Jackson-Prozess Die Mutter war "verängstigt" und "besorgt"


Mit der Strategie, seine Ankläger als unglaubwürdig zu entlarven, hat Michael Jackson einen Rückschlag erlitten. Die Familie des Jungen hat eine prominente Zeugin als Fürsprecherin geladen.

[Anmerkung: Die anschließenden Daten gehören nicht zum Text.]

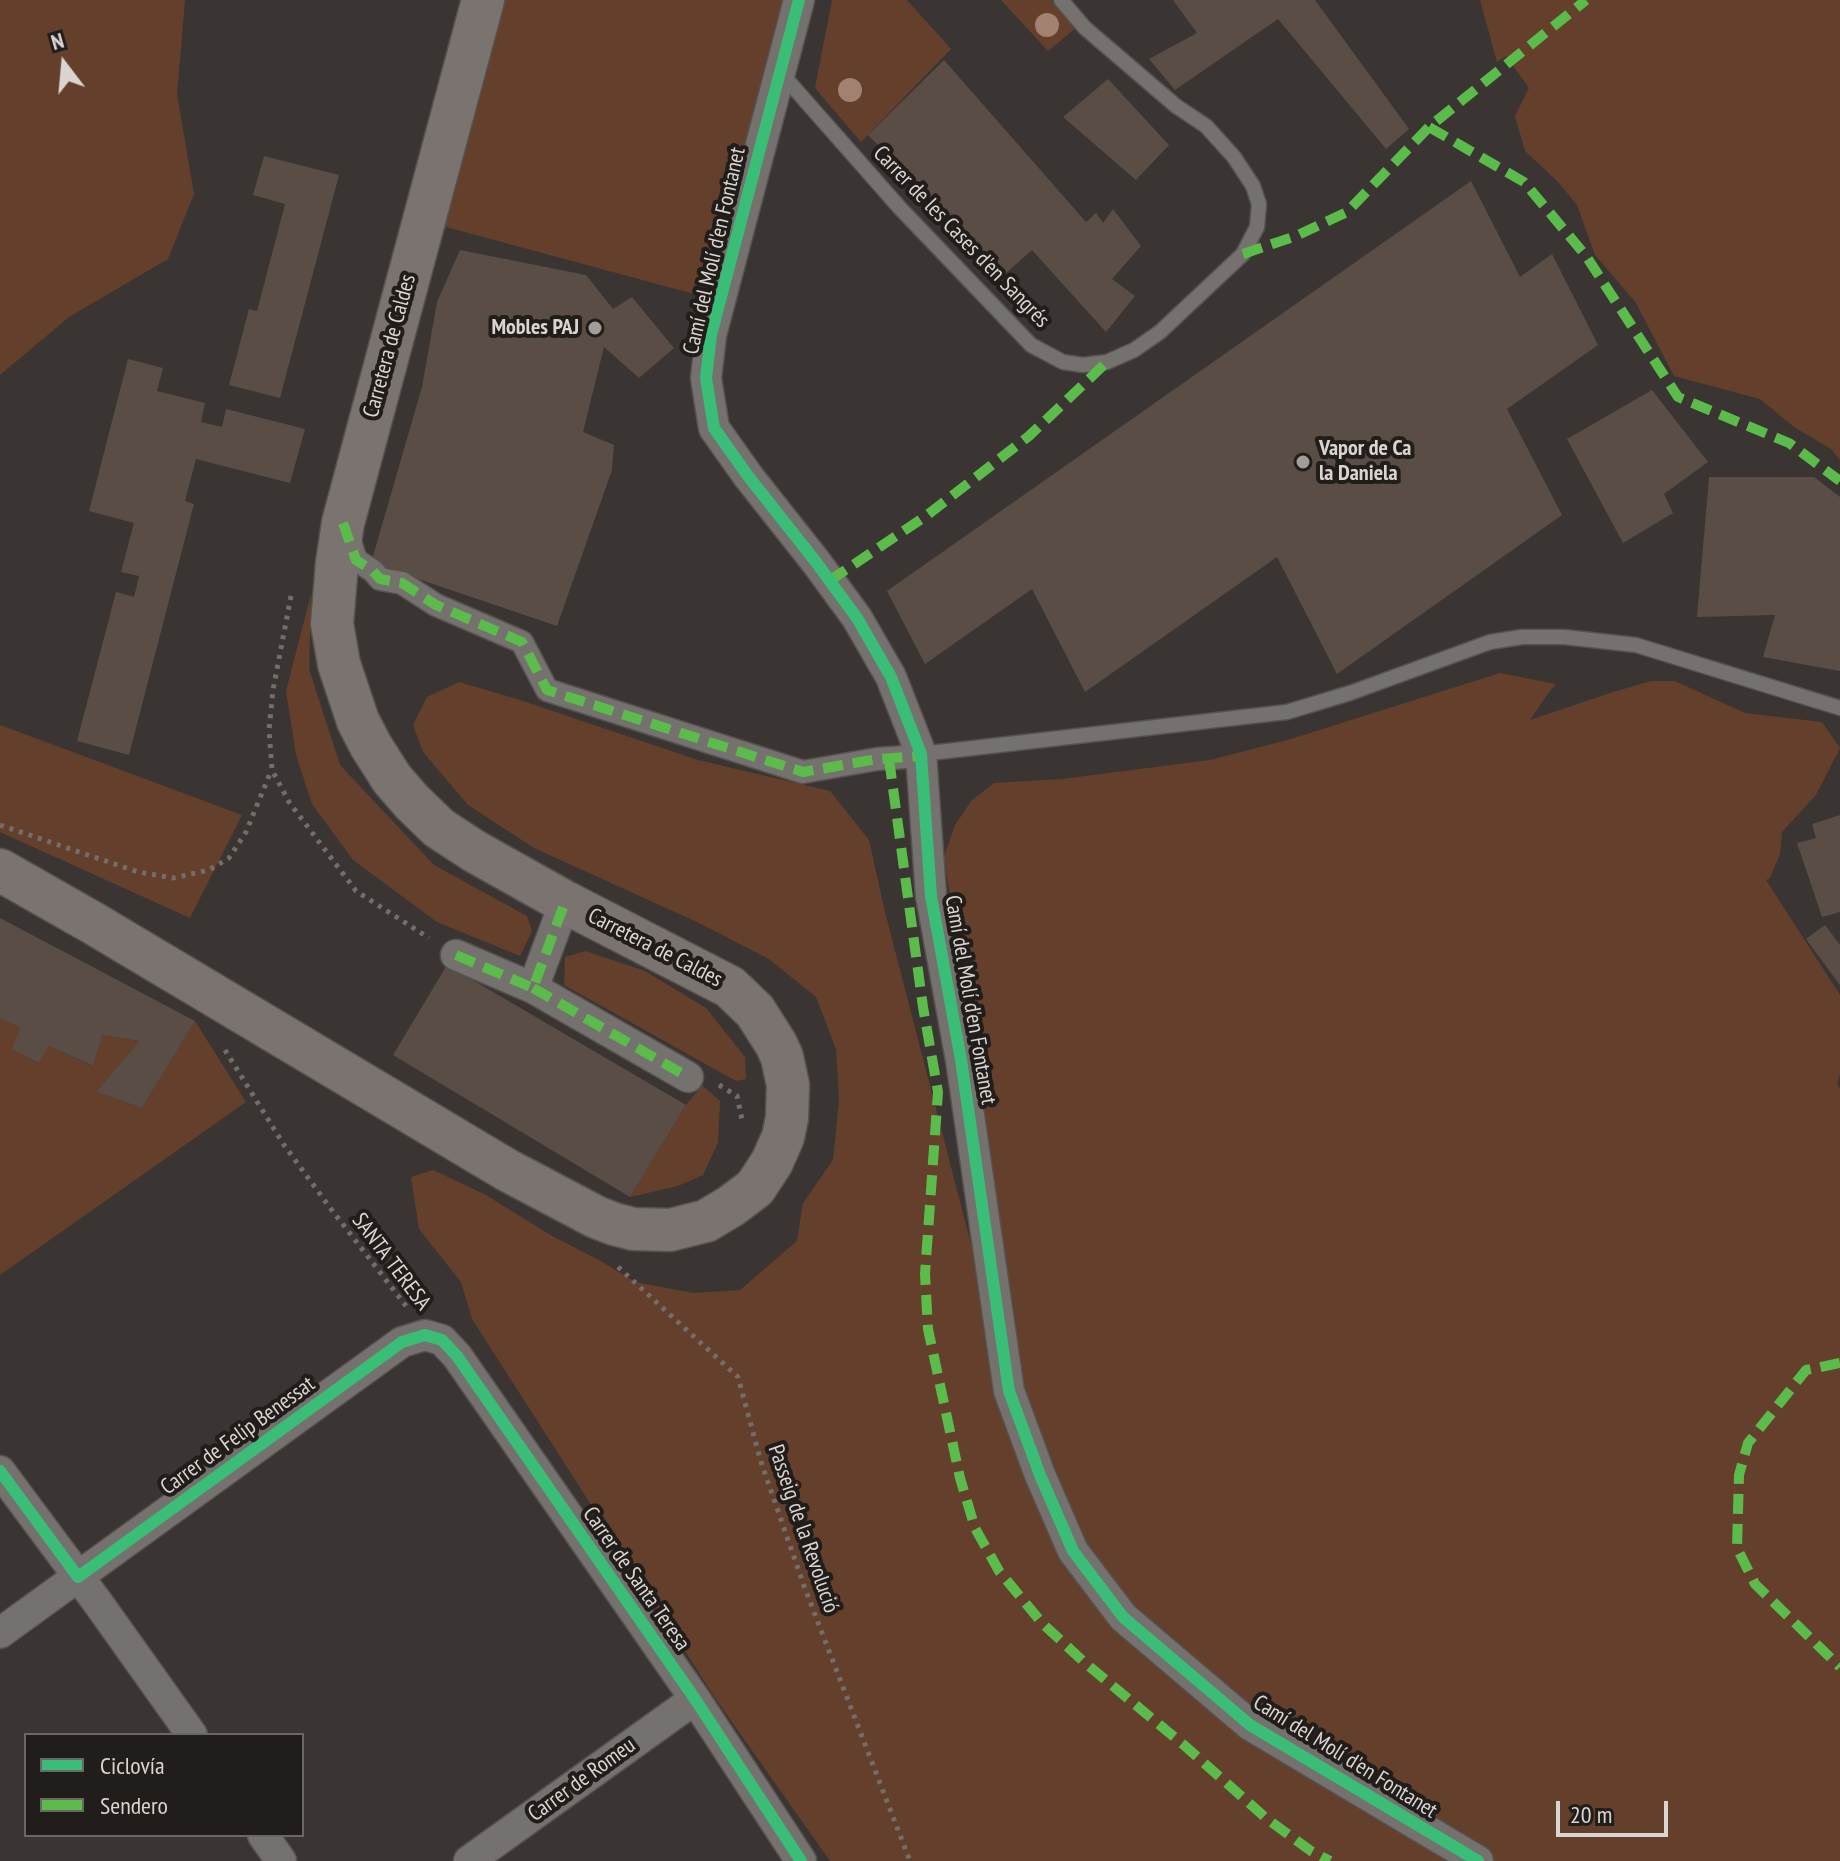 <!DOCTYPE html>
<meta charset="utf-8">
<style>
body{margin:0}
#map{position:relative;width:1840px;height:1861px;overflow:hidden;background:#3a3532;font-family:"PT Sans Narrow",sans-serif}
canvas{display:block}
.legend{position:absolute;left:24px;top:1733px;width:280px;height:104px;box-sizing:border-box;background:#211d1b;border:2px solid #6b6764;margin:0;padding:10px 14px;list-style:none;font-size:24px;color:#dbd5d2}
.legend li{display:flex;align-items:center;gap:16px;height:40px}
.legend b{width:40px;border:2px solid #6b6764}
.north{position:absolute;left:24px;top:24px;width:80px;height:80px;-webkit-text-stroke:6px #211d1b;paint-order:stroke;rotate:344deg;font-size:22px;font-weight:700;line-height:32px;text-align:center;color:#dbd5d2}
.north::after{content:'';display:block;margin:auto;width:28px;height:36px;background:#dbd5d2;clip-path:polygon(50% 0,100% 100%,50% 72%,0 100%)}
.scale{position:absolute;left:1556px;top:1801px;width:112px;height:36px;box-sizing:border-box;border:4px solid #dbd5d2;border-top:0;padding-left:10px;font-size:24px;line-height:28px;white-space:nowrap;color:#dbd5d2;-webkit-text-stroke:6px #211d1b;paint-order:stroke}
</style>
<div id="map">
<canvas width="1840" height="1861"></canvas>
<ul class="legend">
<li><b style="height:10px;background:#3abd76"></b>Ciclovía</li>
<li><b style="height:10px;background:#5cbc4b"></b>Sendero</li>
</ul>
<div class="north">N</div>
<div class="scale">20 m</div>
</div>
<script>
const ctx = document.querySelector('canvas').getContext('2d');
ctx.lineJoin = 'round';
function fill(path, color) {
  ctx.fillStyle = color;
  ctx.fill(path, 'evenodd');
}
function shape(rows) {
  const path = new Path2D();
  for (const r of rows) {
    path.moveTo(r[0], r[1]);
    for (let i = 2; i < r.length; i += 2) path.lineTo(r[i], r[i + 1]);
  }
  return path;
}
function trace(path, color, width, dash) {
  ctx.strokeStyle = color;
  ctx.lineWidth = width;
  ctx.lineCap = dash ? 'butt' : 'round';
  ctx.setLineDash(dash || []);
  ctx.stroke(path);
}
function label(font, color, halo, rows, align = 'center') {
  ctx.font = font + ' "PT Sans Narrow",sans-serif';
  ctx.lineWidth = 8;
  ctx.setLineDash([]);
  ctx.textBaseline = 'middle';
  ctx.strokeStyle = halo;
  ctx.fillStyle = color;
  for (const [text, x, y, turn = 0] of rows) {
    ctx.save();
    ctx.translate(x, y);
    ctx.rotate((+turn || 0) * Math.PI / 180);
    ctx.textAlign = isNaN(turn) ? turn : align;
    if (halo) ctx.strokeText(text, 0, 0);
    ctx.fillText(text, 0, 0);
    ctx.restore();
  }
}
fill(shape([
 [0,0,185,0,177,94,194,194,168,259,69,317,0,375],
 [483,0,799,0,720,301,424,221],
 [832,0,907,0,951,49,861,142,815,88],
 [1001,0,1051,0,1076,28,1048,51],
 [1480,0,1840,0,1840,460,1831,449,1794,427,1760,399,1674,376,1636,303,1595,255,1577,205,1558,182,1525,151,1515,116,1529,88,1506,56,1497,62],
 [311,594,309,669,340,765,434,865,527,916,532,931,520,956,437,922,353,860,312,804,296,755,286,691],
 [1500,673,1556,684,1549,692,1530,720,1613,692,1651,681,1675,681,1745,713,1822,722,1840,748,1816,795,1782,832,1780,854,1770,878,1766,880,1840,995,1840,1075,1837,1083,1840,1089,1840,1861,830,1861,715,1698,472,1319,461,1282,419,1229,411,1177,433,1170,486,1195,552,1236,599,1260,635,1282,693,1293,740,1290,797,1241,803,1203,833,1160,839,1101,836,1049,816,997,769,959,699,923,534,848,468,805,423,752,413,725,427,697,459,682,517,699,698,760,830,791,869,840,885,912,1007,1383,977,1099,992,1071,950,896,944,857,955,825,972,800,994,783,1062,779,1210,760,1291,739],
 [0,725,242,815,190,918,0,832],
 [585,951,645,971,706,1008,745,1057,746,1079,736,1081,564,985,565,957],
 [0,1018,20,1028,13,1049,37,1063,49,1046,92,1066,102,1035,139,1041,96,1092,142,1108,195,1021,246,1102,0,1275],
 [702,1085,720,1101,718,1143,703,1175,678,1186,630,1197,686,1105]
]), '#643f2c');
fill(shape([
 [1173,0,1315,0,1409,129,1386,149,1278,19,1175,90,1149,59,1197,33],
 [944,60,1086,222,1096,213,1103,223,1113,209,1141,246,1112,279,1135,296,1106,332,1032,250,1005,274,868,135],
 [1108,79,1169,145,1136,180,1063,117],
 [264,156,339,175,280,398,229,385,249,309,257,311,285,204,253,195],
 [1471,181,1520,277,1552,254,1598,345,1507,409,1562,515,1337,674,1277,557,1085,692,1032,589,925,664,887,591],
 [460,250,586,275,613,309,632,297,674,348,639,378,604,347,583,432,614,445,612,470,557,626,371,563,422,387,437,302],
 [128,359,163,368,157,391,205,403,201,422,222,427,226,409,305,429,290,483,196,459,185,501,194,504,129,755,77,741,116,592,134,597,139,576,121,572,134,523,89,511],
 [1652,390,1708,462,1664,494,1673,513,1623,543,1567,439],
 [1709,477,1814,477,1840,497,1840,671,1763,657,1775,615,1697,617],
 [1840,815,1840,912,1822,917,1797,843,1816,838,1812,824],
 [0,918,195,1021,142,1108,96,1092,139,1041,102,1035,93,1066,49,1046,38,1063,12,1049,20,1028,0,1018],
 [1825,925,1840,945,1840,985,1806,939],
 [447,965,686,1105,630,1197,393,1055]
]), '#5a4d45');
const service = shape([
 [781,73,899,207,1031,345,1063,362,1083,365,1107,362,1134,350,1160,332,1243,254,1257,227,1259,204,1253,186,1234,157,1206,126,1176,106,1085,28,1061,0],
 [921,754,1287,712,1350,693,1490,642,1522,637,1564,637,1636,645,1840,708]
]);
const pedestrian = shape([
 [348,535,356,560,373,571,380,579,402,583,436,605,522,642,547,690,803,772,877,759,921,756]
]);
const minor = shape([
 [799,0,711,335,706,378,714,428,748,476,816,562,857,618,891,677,921,754,931,896,961,1060,1009,1391,1040,1475,1073,1551,1123,1617,1250,1725,1478,1861],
 [456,955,533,988,565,902],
 [533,988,688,1077],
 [0,1471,98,1603,192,1735],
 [0,1633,402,1342,425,1335,442,1340,457,1356,695,1699,801,1861],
 [263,1835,281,1861],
 [469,1861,695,1699]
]);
const secondary = shape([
 [0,870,93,923,507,1170,596,1217,614,1224,633,1229,670,1230,706,1221,731,1206,755,1188,772,1162,783,1137,787,1118,788,1085,782,1057,776,1044,755,1011,730,987,565,902,474,851,439,828,412,802,392,779,371,746,358,721,339,664,332,624,337,563,343,523,483,0]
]);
trace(service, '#56524f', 17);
trace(pedestrian, '#56524f', 25);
trace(minor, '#56524f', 33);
trace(secondary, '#56524f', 45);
trace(shape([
 [291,596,273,690,269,730,272,770,289,802,356,891,429,938],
 [0,825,138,872,173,878,209,870,229,858,246,832,271,771],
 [225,1050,284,1145,331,1209,406,1306],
 [719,1085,737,1096,743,1124],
 [618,1267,738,1377,761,1462,804,1586,910,1861]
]), '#726e6c', 5, [4, 6]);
trace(service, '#75716e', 14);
trace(pedestrian, '#75716e', 22);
trace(minor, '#75716e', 30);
trace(secondary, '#7a736f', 42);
trace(shape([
 [1429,127,1524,182,1586,256,1678,397,1789,443,1840,481],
 [1243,254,1296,236,1347,212,1429,127,1586,0],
 [343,523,356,560,373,571,380,579,402,583,436,605,522,642,547,690,803,772,877,759,921,756],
 [829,581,926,516,1029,436,1107,362],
 [889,759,923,1007,938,1092,925,1274,928,1329,960,1478,975,1528,999,1571,1042,1623,1084,1662,1185,1746,1267,1819,1311,1851,1330,1861],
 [456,955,533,988,565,902],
 [533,988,688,1077],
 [1840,1363,1806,1370,1748,1443,1739,1475,1737,1548,1755,1584,1840,1667]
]), '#5cbc4b', 10, [20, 10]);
trace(shape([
 [799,0,711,335,706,378,714,428,748,476,816,562,857,618,891,677,921,754,931,896,961,1060,1009,1391,1040,1475,1073,1551,1123,1617,1250,1725,1478,1861],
 [0,1471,78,1577,402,1342,425,1335,442,1340,457,1356,695,1699,801,1861]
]), '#3abd76', 12);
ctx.fillStyle = '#a28170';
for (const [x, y] of [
 [1047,25],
 [850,90]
]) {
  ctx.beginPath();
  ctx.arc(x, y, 12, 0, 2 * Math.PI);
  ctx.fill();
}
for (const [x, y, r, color] of [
 [595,328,8,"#a39d9a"],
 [1303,462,8,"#a39d9a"]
]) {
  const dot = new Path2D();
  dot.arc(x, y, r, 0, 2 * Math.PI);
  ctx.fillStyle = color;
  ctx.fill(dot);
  trace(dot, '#211d1b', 3);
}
label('22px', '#dbd5d2', '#211d1b', [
 ["Carrer de les Cases d'en Sangrés",961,237,46],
 ["Camí del Molí d'en Fontanet",715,251,-77],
 ["Carretera de Caldes",390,346,-75],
 ["Carretera de Caldes",655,948,27],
 ["Camí del Molí d'en Fontanet",970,1000,80],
 ["SANTA TERESA",391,1262,53],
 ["Carrer de Felip Benessat",238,1436,-36],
 ["Passeig de la Revolució",803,1529,71],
 ["Carrer de Santa Teresa",636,1579,55],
 ["Camí del Molí d'en Fontanet",1345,1757,32],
 ["Carrer de Romeu",582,1780,-36]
]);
label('bold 22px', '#dbd5d2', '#211d1b', [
 ["Mobles PAJ",579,328],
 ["Vapor de Ca",1319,449,"left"],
 ["la Daniela",1319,474,"left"]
], 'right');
</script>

Der angeblich von Michael Jackson missbrauchte Junge ist am Dienstag in Prozess gegen den Popstar von einer Komödiantin, die sich wie Jackson mit dem jungen Krebspatienten angefreundet hatte, in Schutz genommen worden. Vor dem Gericht im kalifornischen Santa Maria beschrieb Louise Palanker das angebliche Missbrauchopfer als ehrlichen Jungen und seine Mutter als "liebenswürdige, besorgte" Frau, berichtete die "Los Angeles Times". Die Entertainerin hatte die Familie im Jahr 1999 kennen gelernt und nach der Krebsdiagnose 20.000 Dollar gespendet.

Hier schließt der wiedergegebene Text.